The Missing Saint's Head: A rediscovered American Symbolist masterpiece
The First Art Newspaper on the Net    Established in 1996 Monday, December 23, 2024


The Missing Saint's Head: A rediscovered American Symbolist masterpiece
William Sergeant Kendall (Spuyten Duyvil, New York 1869 – Hot Springs, Virginia 1938), Saint Yves, Pray For Us (Saint Yves, Priez Pour Nous). Signed and dated SERGEANT . KENDALL .. PARIS . 1890 . in the lower left and inscribed .L.D. in the lower right, 38 ½ x 42 ½ in.



NEW YORK, NY.- It is often fascinating to look at artists and find out what inspires them. Some are inspired by nature, others by family and friends, many are often inspired by political change or unrest. Part of our attraction to art is likely that artists often translate their emotion and opinions into a tangible picture for us to see. Something that for most people is internalized or only expressed by words, these talented souls can express in a visual form. Their genius and our limitation are often why we are drawn to their work. The viewer can be pulled to their images of family, war, poverty – whatever is touching our own heart. However, these artists must first find their own stimulation to create these works, and at the end of the 19th century, it was for some artists Le Pouldu.

In the late 1800’s, the Paris Salon often drew half a million visitors setting the commercial and aesthetic taste in the Western world. It was habitually rigid and specific about what was accepted and for any young artist acceptance into the Salon was the ultimate prize. Next to this yearly spectacle was a budding international artist community who were in Paris to learn from the great French painters of the day. William Sergeant Kendall was one of these international student/artists. The young American was just 19 when he arrived in Paris and together with his friend and fellow artist John Lambert, he also did what many other young artists of that day did and escaped to Brittany for long summers.

Brittany became an unusually trendy place for 19th century artists in France. In 1863 the Paris – Quimper railway opened. This provided access for artists to this untouched and rural land – it was inexpensive to stay and extremely inspiring to work there.
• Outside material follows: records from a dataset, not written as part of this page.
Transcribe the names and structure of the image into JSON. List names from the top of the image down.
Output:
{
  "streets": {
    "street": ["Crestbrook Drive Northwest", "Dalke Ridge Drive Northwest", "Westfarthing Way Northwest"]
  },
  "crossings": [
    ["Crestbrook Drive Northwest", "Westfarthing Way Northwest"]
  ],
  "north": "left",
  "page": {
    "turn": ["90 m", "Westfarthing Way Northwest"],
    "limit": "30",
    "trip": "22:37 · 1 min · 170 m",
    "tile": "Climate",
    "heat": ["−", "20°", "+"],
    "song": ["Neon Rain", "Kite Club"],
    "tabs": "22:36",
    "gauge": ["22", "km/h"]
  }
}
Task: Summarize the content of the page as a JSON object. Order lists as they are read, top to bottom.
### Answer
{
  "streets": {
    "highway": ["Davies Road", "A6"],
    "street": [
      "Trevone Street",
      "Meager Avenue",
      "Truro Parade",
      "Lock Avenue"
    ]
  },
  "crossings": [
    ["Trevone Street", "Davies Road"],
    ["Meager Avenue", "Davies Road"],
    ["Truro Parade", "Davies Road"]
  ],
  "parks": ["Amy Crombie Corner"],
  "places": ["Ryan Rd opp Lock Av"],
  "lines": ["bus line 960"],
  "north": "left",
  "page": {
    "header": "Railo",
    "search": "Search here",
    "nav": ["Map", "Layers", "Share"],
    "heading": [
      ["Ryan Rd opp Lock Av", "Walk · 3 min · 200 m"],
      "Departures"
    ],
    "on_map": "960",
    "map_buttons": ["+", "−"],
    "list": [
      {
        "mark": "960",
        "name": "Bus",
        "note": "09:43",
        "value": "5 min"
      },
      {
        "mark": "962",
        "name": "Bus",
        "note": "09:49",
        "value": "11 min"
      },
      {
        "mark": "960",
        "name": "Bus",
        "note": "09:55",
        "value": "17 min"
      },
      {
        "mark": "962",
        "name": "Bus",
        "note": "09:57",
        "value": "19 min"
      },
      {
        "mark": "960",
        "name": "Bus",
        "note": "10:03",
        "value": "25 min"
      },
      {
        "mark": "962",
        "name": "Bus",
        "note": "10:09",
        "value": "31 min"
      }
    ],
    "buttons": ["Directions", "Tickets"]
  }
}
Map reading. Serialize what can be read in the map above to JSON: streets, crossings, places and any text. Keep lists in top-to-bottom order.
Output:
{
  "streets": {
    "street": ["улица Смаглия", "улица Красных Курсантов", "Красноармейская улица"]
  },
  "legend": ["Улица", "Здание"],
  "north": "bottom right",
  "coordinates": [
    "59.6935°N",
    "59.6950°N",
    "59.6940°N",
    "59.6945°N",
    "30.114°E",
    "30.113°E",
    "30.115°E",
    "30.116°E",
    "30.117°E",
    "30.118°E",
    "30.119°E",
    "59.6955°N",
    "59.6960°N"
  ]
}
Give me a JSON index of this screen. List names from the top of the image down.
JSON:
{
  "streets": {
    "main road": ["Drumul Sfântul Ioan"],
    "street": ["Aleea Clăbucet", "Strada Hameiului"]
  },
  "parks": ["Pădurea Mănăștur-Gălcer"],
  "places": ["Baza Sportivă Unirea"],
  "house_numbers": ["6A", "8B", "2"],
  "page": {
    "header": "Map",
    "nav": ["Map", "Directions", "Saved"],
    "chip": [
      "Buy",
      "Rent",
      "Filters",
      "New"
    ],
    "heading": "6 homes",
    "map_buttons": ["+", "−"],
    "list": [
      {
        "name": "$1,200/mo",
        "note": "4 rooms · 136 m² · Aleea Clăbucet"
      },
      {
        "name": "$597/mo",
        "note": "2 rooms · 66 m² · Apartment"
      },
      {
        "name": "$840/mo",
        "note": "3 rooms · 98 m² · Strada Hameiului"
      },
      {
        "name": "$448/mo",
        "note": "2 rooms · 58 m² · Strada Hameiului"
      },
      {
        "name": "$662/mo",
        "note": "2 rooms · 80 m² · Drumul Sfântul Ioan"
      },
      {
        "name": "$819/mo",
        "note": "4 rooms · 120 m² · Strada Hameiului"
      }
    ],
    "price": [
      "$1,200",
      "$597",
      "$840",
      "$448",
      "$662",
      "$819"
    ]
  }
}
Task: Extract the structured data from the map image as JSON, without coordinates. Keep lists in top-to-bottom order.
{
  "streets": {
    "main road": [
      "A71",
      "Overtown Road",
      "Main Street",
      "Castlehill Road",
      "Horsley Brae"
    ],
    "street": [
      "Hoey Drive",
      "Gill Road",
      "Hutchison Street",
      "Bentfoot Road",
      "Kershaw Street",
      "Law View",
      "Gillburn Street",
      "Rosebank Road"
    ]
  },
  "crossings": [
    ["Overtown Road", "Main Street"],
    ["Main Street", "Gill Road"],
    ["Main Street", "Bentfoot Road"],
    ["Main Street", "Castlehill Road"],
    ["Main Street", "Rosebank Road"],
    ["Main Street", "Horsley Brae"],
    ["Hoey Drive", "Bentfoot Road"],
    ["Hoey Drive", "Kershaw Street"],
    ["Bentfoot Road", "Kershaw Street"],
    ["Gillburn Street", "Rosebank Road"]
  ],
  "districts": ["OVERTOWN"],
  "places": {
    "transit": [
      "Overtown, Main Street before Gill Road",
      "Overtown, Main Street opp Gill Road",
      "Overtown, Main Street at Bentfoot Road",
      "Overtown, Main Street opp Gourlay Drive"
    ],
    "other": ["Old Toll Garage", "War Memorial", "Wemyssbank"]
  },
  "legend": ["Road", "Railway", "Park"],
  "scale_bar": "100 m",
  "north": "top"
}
At the end of the 19th century, no less than 30 artists spent their summers in Brittany. The Bretons were still an exceptionally unaffected people. Dressing in local clothing, farming, and quarrying – it was a simplistic lifestyle that many artists at this time craved as a break from the hard grit industrial atmosphere of Paris. These artists tended to convene in two or three places along the coast within about 25 miles of Quimper. The most noted was Pont–Aven lending its name to the Pont-Aven school of painters. However, the unspoilt quickly became spoilt, with too many artists and tourists milling around, and by 1889, a few artists (including Paul Gaugin) decided to move to Le Pouldu, a tiny rural hamlet of 150 people approximately 10 miles further away from Quimper than Pont-Aven.

In Le Pouldu as with other places in Brittany, Breton girls, as a way of earning extra income, often posed in traditional garb for artists in the area. The subject was popular at the Salon and so any young artist eager to make their mark (and start a professional career) focused heavily on these angelic, simplistic muses. Kendall used as his muse a beautiful local maid at the inn he stayed - nineteen-year-old Thérèse le Goué. Thérèse’s mother was dead and her father a vagrant. The innkeeper, Madame Destais, who was also her aunt, was an abusive supervisor. Antoinette the young girl next to Thérèse was an orphan whose mother, another maid at the inn, died during the painting of the work.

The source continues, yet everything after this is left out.